La presidente della Consulta per l’integrazione interviene sul caso di Saman, dopo la sentenza d’Appello
“Accogliamo con rispetto e attenzione la sentenza pronunciata dalla Corte d’Assise d’Appello di Bologna nel caso di Saman Abbas" afferma la presidente della Consulta per l’Integrazione
di Maria Silvia Cabri
“L’omicidio di Saman Abbas (la 18enne pachistana uccisa a Novellara, nel reggiano, tra il 30 aprile e il 1° maggio 2021, ndr) è stato premeditato dal clan familiare, che non sopportava il desiderio di autonomia della ragazza”. Lo scrive la Corte d’Assise di Appello di Bologna nelle motivazioni della sentenza di condanna all’ergastolo per i genitori, i due cugini e a 22 anni per lo zio della 18enne pachistana, cui si aggiungono le accuse di sequestro di persona e soppressione di cadavere. La determinazione omicida – si legge – è stata assunta “dal clan con fredda lucidità e programmata per congruo lasso di tempo, ritenendosi insopportabile il fatto che Saman avesse deciso non solo di scegliere di vivere liberamente e in piena autonomia la propria vita” ma anche “in distonia con i valori etici e il credo religioso” della famiglia. In primo grado i genitori erano già stati condannati all’ergastolo, senza però il riconoscimento delle aggravanti della premeditazione e dei futili motivi, mentre i due cugini erano stati assolti e lo zio condannato a 14 anni.

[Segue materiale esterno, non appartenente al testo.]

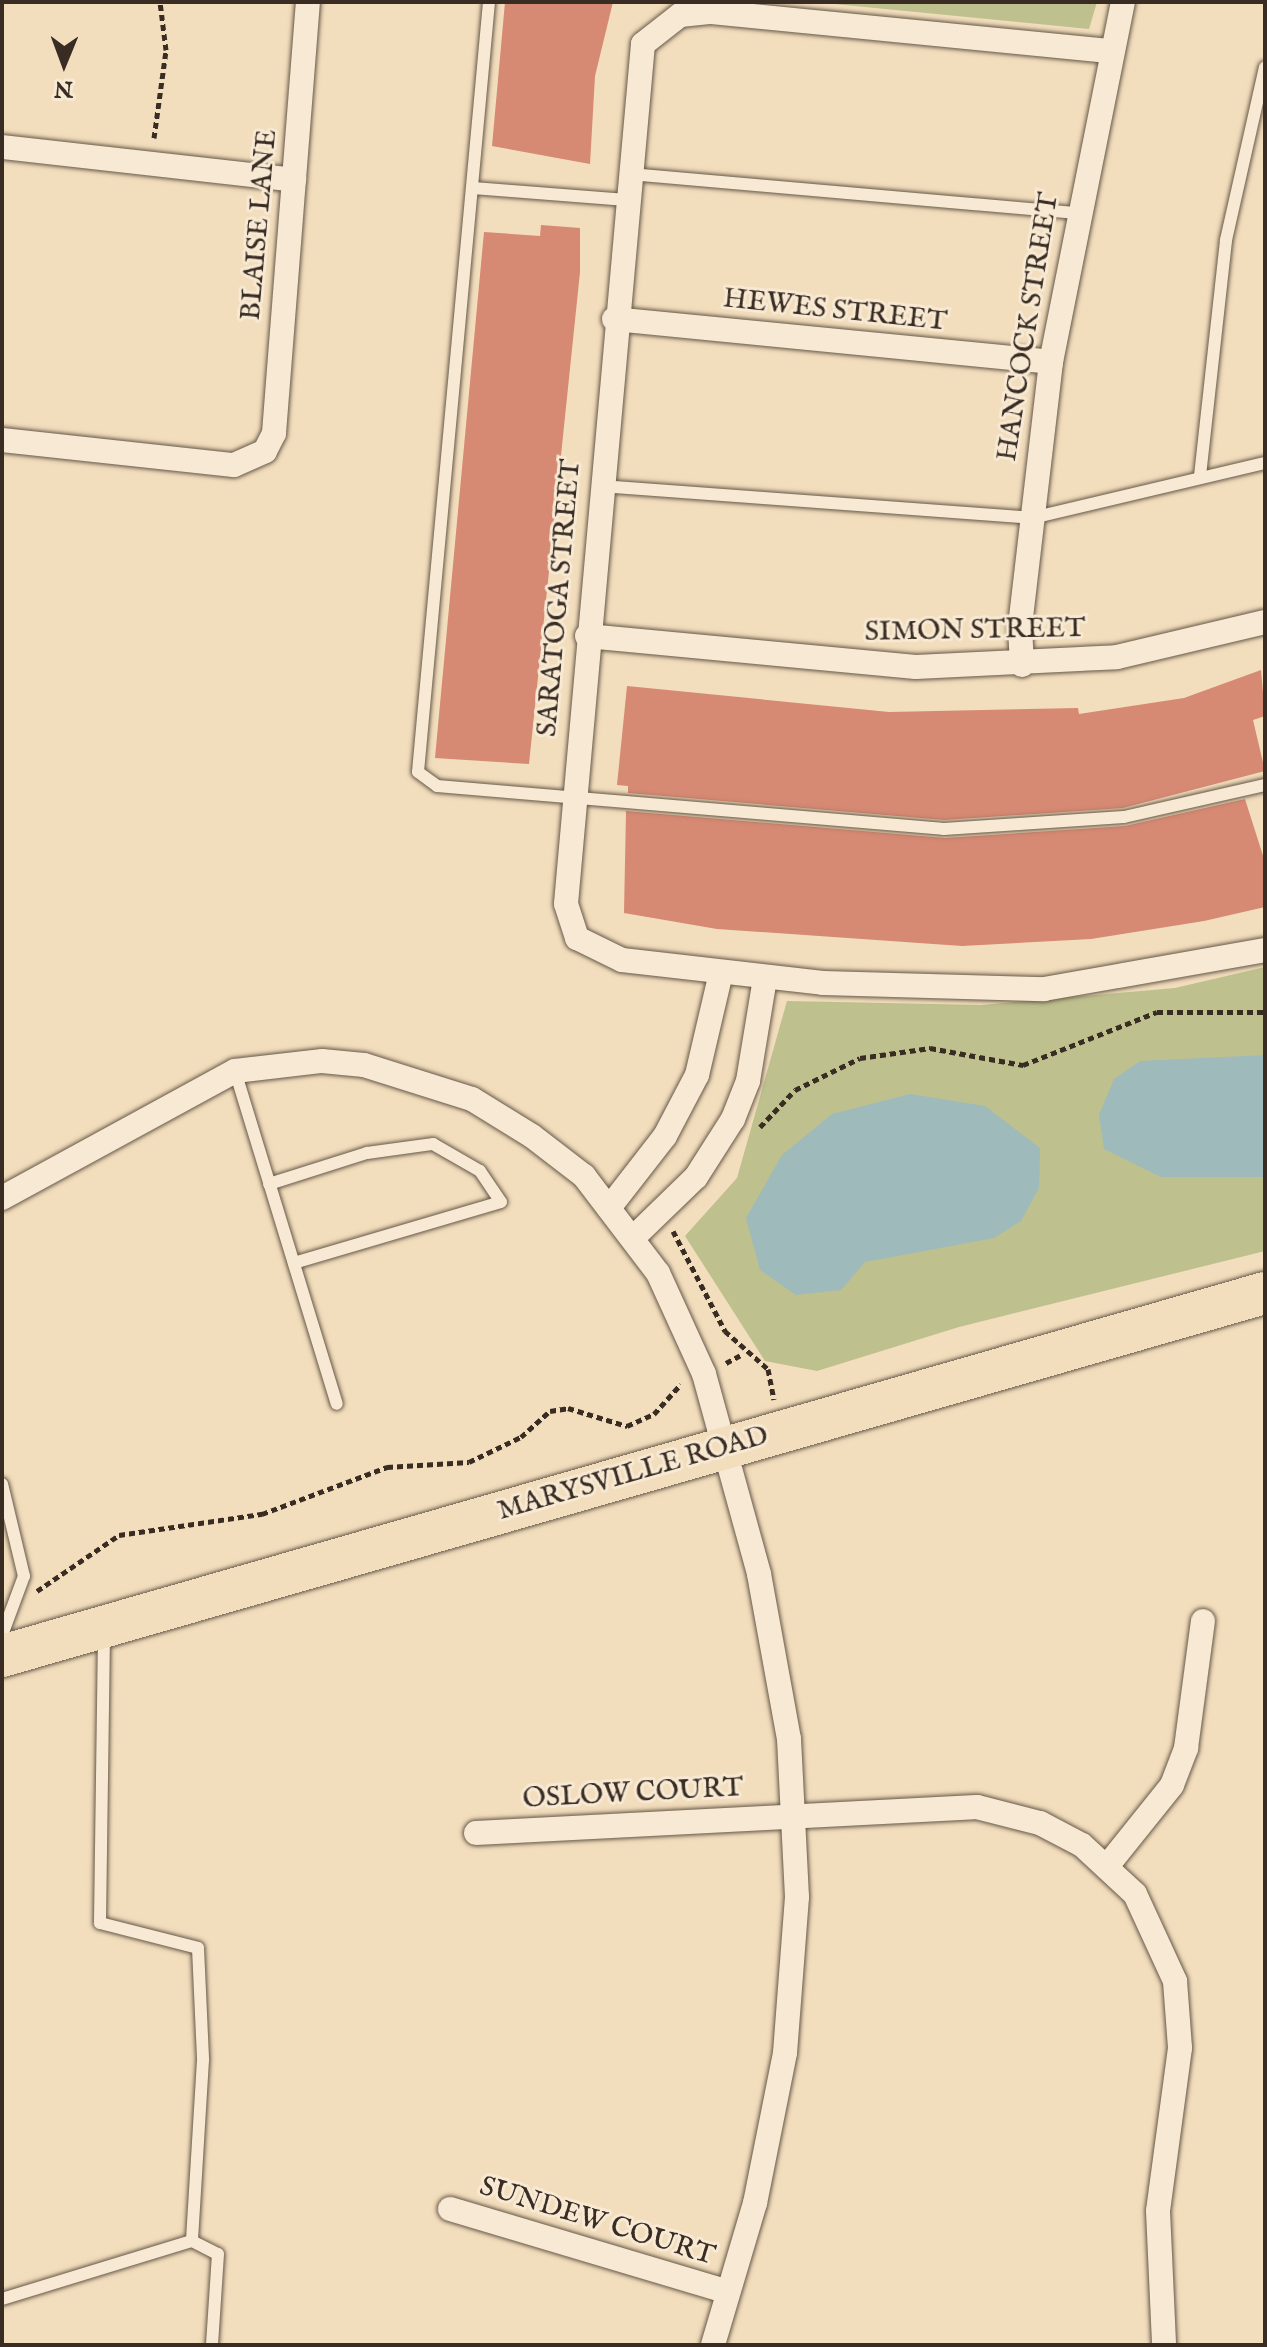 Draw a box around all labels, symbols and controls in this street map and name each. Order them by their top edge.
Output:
north arrow [24,24,104,104]
text: N [54,74,73,102]
street label: BLAISE LANE [235,128,285,322]
street label: HANCOCK STREET [991,190,1067,464]
street label: HEWES STREET [721,283,949,339]
street label: SARATOGA STREET [531,458,589,738]
street label: SIMON STREET [864,612,1086,650]
street label: MARYSVILLE ROAD [494,1419,772,1529]
street label: OSLOW COURT [522,1771,744,1817]
street label: SUNDEW COURT [475,2170,719,2274]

“Accogliamo con rispetto e attenzione la sentenza pronunciata dalla Corte d’Assise d’Appello di Bologna nel caso di Saman Abbas – afferma la presidente della Consulta per l’Integrazione, Avvocata Danaida Delaj, vicepresidente della Casa delle Donne di Modena -. Una sentenza che, al di là dell’aspetto giudiziario, richiama ciascuno e ciascuna di noi a una responsabilità collettiva: quella di non abbassare mai lo sguardo davanti a qualsiasi forma violenza mascherata da cultura, tradizione o appartenenza”.